If you read this blog often, of if you know me (actually, I suppose that the only people who read this blog are those who know me), you know that I have only recently come to believe that God intends for Christians to baptize their infants. Before November 15, the date of my "conversion" on this matter, I was a committed Baptist for about a year. Before that, I wrestled with the arguments for and against infant baptism over the course of another year.

During the two years when I was agnostic on this, and then when I was a Baptist, I largely dismissed the relevancy of the household baptism accounts that we read in the book of Acts. Essentially, I considered that both sides were arguing from silence, because I processed the debate in terms of whether infants were actually present or not.
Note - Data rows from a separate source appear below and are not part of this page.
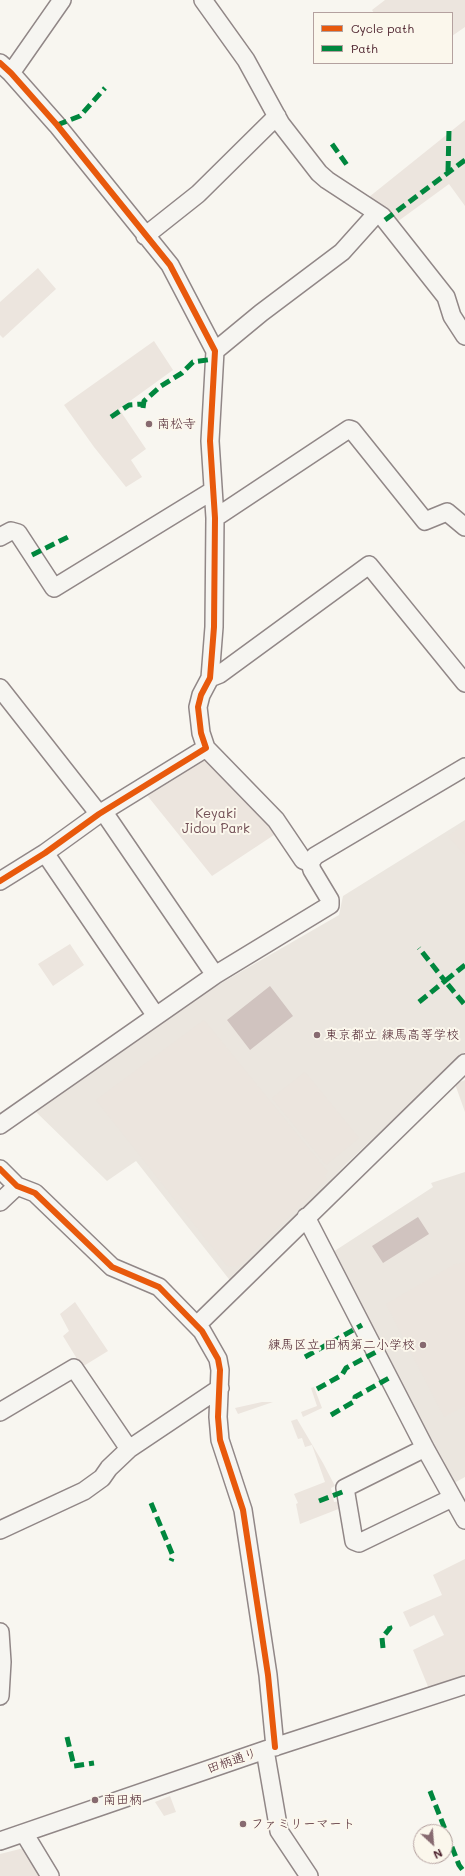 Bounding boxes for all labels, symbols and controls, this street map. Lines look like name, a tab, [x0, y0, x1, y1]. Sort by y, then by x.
legend	[313, 12, 453, 64]
text: Cycle path	[351, 20, 414, 36]
text: Path	[351, 40, 378, 56]
place label: 南松寺	[157, 416, 196, 432]
marker: 南松寺	[144, 419, 154, 429]
park label: Keyaki Jidou Park	[182, 806, 250, 837]
place label: 東京都立 練馬高等学校	[325, 1027, 459, 1043]
marker: 東京都立 練馬高等学校	[312, 1030, 322, 1040]
place label: 練馬区立 田柄第二小学校	[268, 1337, 415, 1353]
marker: 練馬区立 田柄第二小学校	[418, 1340, 428, 1350]
street label: 田柄通り	[205, 1745, 259, 1777]
place label: 南田柄	[103, 1792, 142, 1808]
marker: 南田柄	[90, 1795, 100, 1805]
place label: ファミリーマート	[251, 1816, 355, 1832]
marker: ファミリーマート	[238, 1819, 248, 1829]
north arrow	[413, 1824, 453, 1864]
text: N	[431, 1846, 445, 1863] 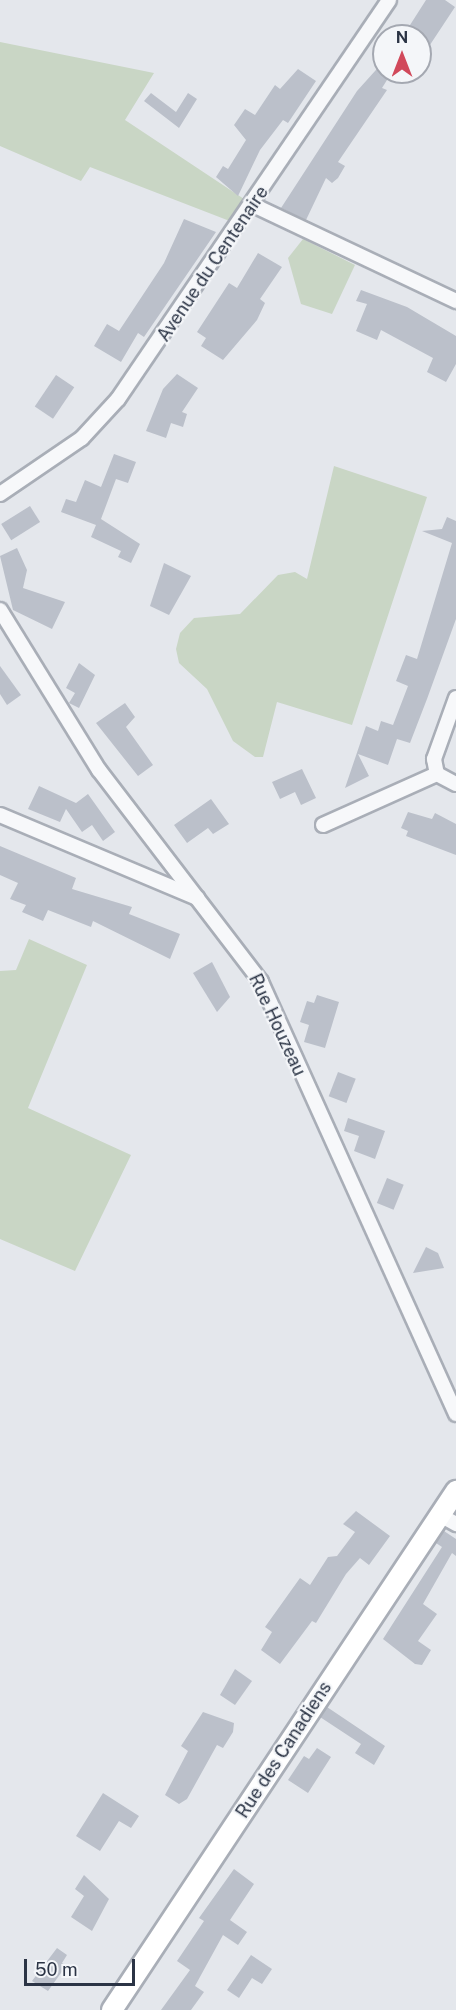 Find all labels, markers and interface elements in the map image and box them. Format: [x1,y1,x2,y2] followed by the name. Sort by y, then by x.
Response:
[372,24,432,84] north arrow
[396,28,408,47] text: N
[153,182,273,346] street label: Avenue du Centenaire
[244,970,310,1080] street label: Rue Houzeau
[232,1678,336,1822] street label: Rue des Canadiens
[27,1947,138,1985] scale bar
[35,1959,78,1980] text: 50 m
So, I assumed that the paedobaptists were arguing, "Surely there must have been an infant at one of those household baptisms!" And, of course, there is no Bible verse that says, "And then they baptized all of so-and-so's household, which, by the way, included one infant." Because this is an argument from silence (which Baptists are quick to point out), I felt that the evidence from household baptisms was irrelevant at worst and inconclusive at best.

Only after I became a paedobaptist (which happened for different theological reasons) did I come to the realization that I had completely misunderstood the terms of the debate--in fact, I was shocked to find out that I had been dealing with a credobaptist caricature of the paedobaptist arguments from household baptisms. My error was that I did not understand that paedobaptists were arguing from the definition of the word "household."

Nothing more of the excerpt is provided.